(4 months ago)
Lords ChamberMy Lords, I will not talk about House of Lords reform—I think there will be plenty of time to discuss that. I want to talk about the question of constitutional reform more generally.
The gracious Speech is quite modest in its aspirations, but a new Government, particularly one with a huge majority, can make constitutional changes without too much difficulty. History shows that this is not always a good idea. The Fixed-term Parliaments Act was a mistake. Without it, we would not have had the unlawful prorogation of Parliament and the decision of the Supreme Court in the Gina Miller case. A decision to change our relationship with Europe would have commanded much more widespread support if it had required a two-thirds majority. No party even put down an amendment to the referendum Bill, even in your Lordships’ House, to that effect.
Following the landslide in 1997, the previous Labour Government brought in the Human Rights Act. Its implications were not properly scrutinised in White or Green Papers or by pre-legislative scrutiny. I and other part-time judges attended lectures from academics and practising lawyers. The message was that the Act would make little difference. In fact, it had huge implications for the distribution of power away from the Executive and into the hands of the judiciary—not that it was necessarily anxious to exercise such additional power. The attractive invitation to “bring rights home” disguised what was, in fact a significant subcontracting of the law to the European Court of Human Rights and an invitation to our courts to follow the Strasbourg jurisprudence, which was often inconsistent and not easily transferable.
The Labour Government soon found their own legislation thwarting their policy initiatives, particularly in relation to counterterrorism. It resulted in the then Home Secretary, the noble Lord, Lord Blunkett, disparaging judges. Sitting on a committee of your Lordships’ House, I heard three former Labour Home Secretaries say that they were so frustrated by the decisions of our courts that they thought they would seek the judges’ advice before drafting legislation to counter terrorism—an invitation that was refused.
In 14 years, the Conservatives huffed and puffed about the HRA and did nothing.
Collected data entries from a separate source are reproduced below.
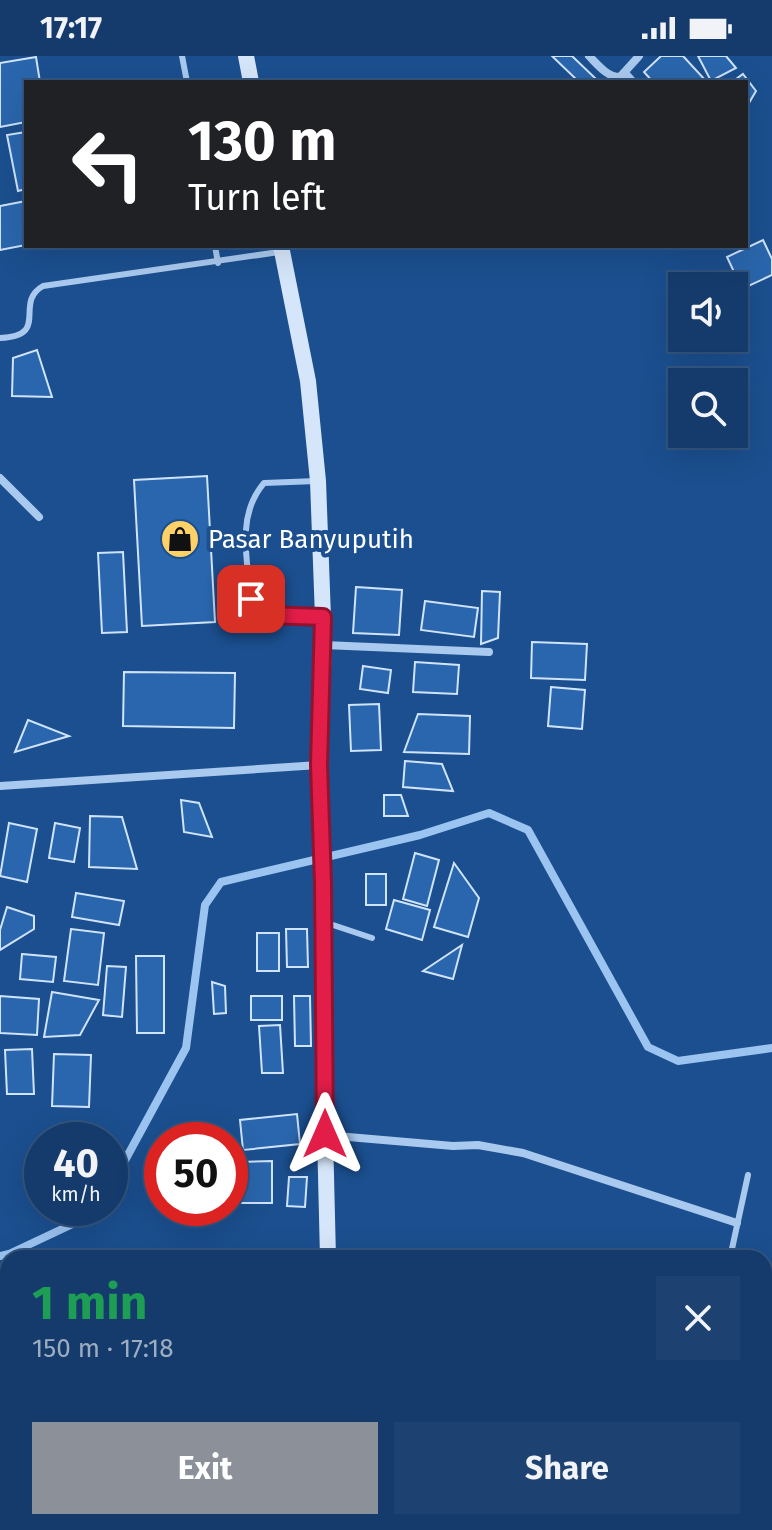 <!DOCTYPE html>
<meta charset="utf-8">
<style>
:root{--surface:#143b6b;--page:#1d4271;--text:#f1f3f6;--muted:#9dadc1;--line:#33557e;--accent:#8c9099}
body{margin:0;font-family:"Fira Sans",sans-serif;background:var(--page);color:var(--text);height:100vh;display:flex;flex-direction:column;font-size:30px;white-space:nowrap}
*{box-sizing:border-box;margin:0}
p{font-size:26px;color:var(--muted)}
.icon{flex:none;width:44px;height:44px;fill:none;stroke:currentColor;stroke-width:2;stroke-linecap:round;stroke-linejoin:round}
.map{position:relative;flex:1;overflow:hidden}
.side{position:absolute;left:0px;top:1194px;width:772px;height:280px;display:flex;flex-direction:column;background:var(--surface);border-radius:24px 24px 0 0;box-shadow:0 8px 32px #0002,0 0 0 2px var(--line)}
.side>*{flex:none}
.hud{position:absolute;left:24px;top:24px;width:724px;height:168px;border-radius:0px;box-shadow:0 8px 32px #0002,0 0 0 2px var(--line);background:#202124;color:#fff;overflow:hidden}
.fabs{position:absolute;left:668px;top:216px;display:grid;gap:16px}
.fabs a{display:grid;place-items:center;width:80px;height:80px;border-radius:0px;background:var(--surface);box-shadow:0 8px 32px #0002,0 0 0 2px var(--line);font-size:40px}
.speed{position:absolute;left:24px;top:1066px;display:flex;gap:16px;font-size:40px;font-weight:700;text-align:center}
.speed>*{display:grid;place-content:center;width:104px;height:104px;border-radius:50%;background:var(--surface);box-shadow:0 8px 32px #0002,0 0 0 2px var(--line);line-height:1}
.speed small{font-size:20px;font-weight:400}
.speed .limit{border:12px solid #d22;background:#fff;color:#111}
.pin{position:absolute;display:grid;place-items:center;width:68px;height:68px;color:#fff;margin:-34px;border-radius:16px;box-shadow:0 4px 12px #0006}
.me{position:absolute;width:88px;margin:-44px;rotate:0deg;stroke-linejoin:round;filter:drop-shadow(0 0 6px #0008)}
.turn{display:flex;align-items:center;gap:28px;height:168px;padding:0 32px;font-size:36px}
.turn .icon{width:104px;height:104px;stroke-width:2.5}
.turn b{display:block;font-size:56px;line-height:68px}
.round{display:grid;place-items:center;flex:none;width:84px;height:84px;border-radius:0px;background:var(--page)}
.headline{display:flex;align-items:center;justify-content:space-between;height:136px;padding:0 32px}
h1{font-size:48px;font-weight:700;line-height:60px;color:#1e9e55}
.action{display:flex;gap:16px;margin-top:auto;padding:16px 32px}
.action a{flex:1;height:92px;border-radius:0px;background:var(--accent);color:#fff;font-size:32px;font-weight:700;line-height:92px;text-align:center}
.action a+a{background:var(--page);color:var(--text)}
.status{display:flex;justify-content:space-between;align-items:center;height:56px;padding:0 40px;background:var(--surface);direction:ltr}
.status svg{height:22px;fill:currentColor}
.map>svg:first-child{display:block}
</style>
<div class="status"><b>17:17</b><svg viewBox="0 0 49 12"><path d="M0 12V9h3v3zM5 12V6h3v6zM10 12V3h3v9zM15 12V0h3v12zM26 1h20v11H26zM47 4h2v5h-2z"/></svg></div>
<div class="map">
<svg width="772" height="1474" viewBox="0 0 772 1474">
<rect width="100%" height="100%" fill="#1b4f8f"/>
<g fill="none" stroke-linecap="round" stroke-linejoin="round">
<g stroke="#9cc4f0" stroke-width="8">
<path d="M110 1132 186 992 205 849 221 826 420 779 489 757 528 774 648 991 678 1005 772 992"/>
<path d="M0 1200 9 1198 96 1157 99 1152"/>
</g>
</g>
<g fill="#2a66ad" stroke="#cfe3fa" stroke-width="2">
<path d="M552 0H572L595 22 591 26H579Z"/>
<path d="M661 0H683L707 26H653L644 16Z"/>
<path d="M698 0H726L736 12 711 25Z"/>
<path d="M36 1 40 26H26V66L0 71V7Z"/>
<path d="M743 18 756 35 746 52V26H732Z"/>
<path d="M26 76V133L18 135 7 79Z"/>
<path d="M26 145V189L0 194V150Z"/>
<path d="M763 184 772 203V219L742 233 727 201Z"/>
<path d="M37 294 52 341 12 340 13 302Z"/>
<path d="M207 420 215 566 142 570 134 424Z"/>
<path d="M123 496 127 576 102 577 98 497Z"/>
<path d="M356 531 402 534 399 579 353 577Z"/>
<path d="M482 535 500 536 498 582 481 588Z"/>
<path d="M425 545 478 552 474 581 421 574Z"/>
<path d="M532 586 587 588 585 624 531 622Z"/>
<path d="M415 606 459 609 457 638 413 636Z"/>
<path d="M363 610 391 614 388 637 360 633Z"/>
<path d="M124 616 235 617 234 672 123 670Z"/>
<path d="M551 631 585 634 582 673 548 670Z"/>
<path d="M379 648 381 694 351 695 349 649Z"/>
<path d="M418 658 470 660 469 698 404 696Z"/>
<path d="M28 664 69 680 15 696Z"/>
<path d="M405 705 442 708 453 735 403 731Z"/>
<path d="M384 739H401L408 760H384Z"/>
<path d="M181 744 199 747 212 781 184 776Z"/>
<path d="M90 760 122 761 137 813 89 811Z"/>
<path d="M9 767 37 773 27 826 0 820Z"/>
<path d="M55 767 80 772 74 806 49 802Z"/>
<path d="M415 797 439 804 427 850 403 843Z"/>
<path d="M454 807 479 842 468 881 434 871Z"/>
<rect x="366" y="818" width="20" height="31"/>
<path d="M76 837 124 845 119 869 72 861Z"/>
<path d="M394 844 430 854 422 884 386 873Z"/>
<path d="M7 851 34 860V873L0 894V874Z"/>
<path d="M71 873 104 877 98 929 64 925Z"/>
<path d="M286 873H307L308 911H287Z"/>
<rect x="257" y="877" width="22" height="38"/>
<path d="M462 889 453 923 423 915Z"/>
<path d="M22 898 56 901 53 926 20 923Z"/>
<path d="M136 900H164V977H137Z"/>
<path d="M107 910 126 911 122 961 103 959Z"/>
<path d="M212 926 225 930 226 957 214 958Z"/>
<path d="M52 936 99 944 80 979 44 981Z"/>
<path d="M0 940 39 943 37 979 0 977Z"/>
<rect x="251" y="940" width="31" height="24"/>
<path d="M294 940H310L311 990H295Z"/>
<path d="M280 969 283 1017H262L259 970Z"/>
<path d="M32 993 34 1038H7L5 994Z"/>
<path d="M54 998 91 999 89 1051 52 1050Z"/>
<path d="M297 1058 300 1088 243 1094 240 1064Z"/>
<path d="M272 1105V1147H240L239 1106Z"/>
<path d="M289 1121H307L305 1151 287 1150Z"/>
<path d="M126 1466H192L191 1474H125Z"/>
<path d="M215 1466H288V1474L212 1472Z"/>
</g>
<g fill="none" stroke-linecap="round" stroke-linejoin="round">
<g stroke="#a9c9ee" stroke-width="6">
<path d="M182 0 187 26"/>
<path d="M215 190 218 207"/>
<path d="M0 282C51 280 13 247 43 230L279 196"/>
<path d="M317 425 264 427C253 440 247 457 246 474 245 488 248 545 258 554 268 563 306 560 320 561"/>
<path d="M327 867 372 882"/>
<path d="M730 1202 748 1119"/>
</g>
<g stroke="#a9c9ee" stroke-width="8">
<path d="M589 0C598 9 607 21 620 21L639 0"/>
<path d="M625 17 633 26"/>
<path d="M0 422 39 461"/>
<path d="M324 589 489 596"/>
<path d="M0 730 319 709"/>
<path d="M325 1079 453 1090 478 1089 523 1097 737 1167"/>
<path d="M764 1415 772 1418"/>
</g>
<g stroke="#d6e6fa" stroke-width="16">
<path d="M246 0 251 26"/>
<path d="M281 190 308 325 318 425 324 589 319 709 323 827 325 1078 328 1202"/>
<path d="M316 1474 318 1466"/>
</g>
</g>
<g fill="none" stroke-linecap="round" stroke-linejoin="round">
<g stroke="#92132f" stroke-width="20">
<path id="route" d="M251 543 257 554 267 559 323 561 319 709 323 827 325 1078"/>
</g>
<use href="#route" stroke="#e11d48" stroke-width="14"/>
</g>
<defs>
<g id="shop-disc" transform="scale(2)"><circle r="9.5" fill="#ffd166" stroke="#1b4f8f"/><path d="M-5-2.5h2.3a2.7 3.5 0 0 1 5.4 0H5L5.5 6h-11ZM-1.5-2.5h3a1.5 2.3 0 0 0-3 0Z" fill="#111"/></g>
</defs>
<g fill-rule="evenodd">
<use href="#shop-disc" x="180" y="483"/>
</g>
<g text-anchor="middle" stroke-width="8" stroke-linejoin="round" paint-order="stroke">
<g font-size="26" fill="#fff" stroke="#1b4f8f" text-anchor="start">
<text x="208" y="492">Pasar Banyuputih</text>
</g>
</g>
</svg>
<div class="fabs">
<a><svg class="icon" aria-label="sound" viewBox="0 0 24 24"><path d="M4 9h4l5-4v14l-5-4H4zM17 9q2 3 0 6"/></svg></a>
<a><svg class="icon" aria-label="search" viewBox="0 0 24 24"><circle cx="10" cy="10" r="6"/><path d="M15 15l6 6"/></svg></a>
</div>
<div class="speed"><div>40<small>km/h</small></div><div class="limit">50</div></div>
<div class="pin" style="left:251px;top:543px;background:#d93025"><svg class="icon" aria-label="arrive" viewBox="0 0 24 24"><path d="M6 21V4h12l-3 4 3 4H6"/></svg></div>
<svg class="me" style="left:325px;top:1078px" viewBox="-20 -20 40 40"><path d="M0-17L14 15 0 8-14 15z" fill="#e11d48" stroke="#fff" stroke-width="4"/></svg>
<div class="hud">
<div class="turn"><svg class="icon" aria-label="left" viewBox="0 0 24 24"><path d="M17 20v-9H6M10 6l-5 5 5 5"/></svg><div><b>130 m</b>Turn left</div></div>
</div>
<section class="side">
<div class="headline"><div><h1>1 min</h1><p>150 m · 17:18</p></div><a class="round"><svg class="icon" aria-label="close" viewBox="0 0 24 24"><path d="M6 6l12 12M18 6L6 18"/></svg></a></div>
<div class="action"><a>Exit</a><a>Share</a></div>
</section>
</div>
Recent decisions of the European court in Strasbourg have included the unsatisfactory use of Rule 39 orders, which broke every principle of natural justice, and a major incursion into national environmental policies based on Article 8. I hasten to add that the British judge dissented. A low point for me was the Government’s arguments, in the dying days, as to the effect of A1P1 of the European Convention on Human Rights—which apparently prevented them from sufficiently penalising big tech for exercising monopoly powers because of their human rights. You can be passionately in favour of the protection of human rights and still consider that the HRA needs, at the very least, amendment.
On asylum, it is goodbye Rwanda, welcome border security command. We will see how that goes. The Home Secretary has said that she will approach the problem using a counterterrorism approach. She should bear in mind the experience of the last Labour Government. How will the reform of planning laws deal with the Article 8 arguments, and will tax reform run into difficulties with A1P1? We have a Government led by a human rights lawyer whom I greatly respect. Would he consider amending the HRA or is it now an article of faith? We heard from the noble Lord, Lord Pannick, that you cannot have too many lawyers. I would not go quite that far. Lawyers should not dominate the debate. We are legislating for the benefit of the population. It should not be judges who are making many of these decisions.
While speaking of human rights lawyers, I welcome the appointment of the new Attorney-General, the noble and learned Lord, Lord Hermer. We have been opponents only in the forensic sense in the past. On one occasion, I was opposed not only by the noble and learned Lord but by the Prime Minister. We lost 3-2 —is it any surprise? I am sure that he will give dispassionate advice to the Government without fear or favour. He may find problems with the elusive question of what international law actually provides in any situation and how we should respond, given that we have a dualist rather than a monist system. I am confident that his approach will reflect a lifelong respect for the rule of law but, echoing what the noble Lord, Lord Warner, said, what is the Government’s position on the non-binding advisory opinion of the ICJ in respect of the Israel-Palestine debate?
A number of issues will have to be seized in the future. I am confident that your Lordships’ House will continue to play a very important part.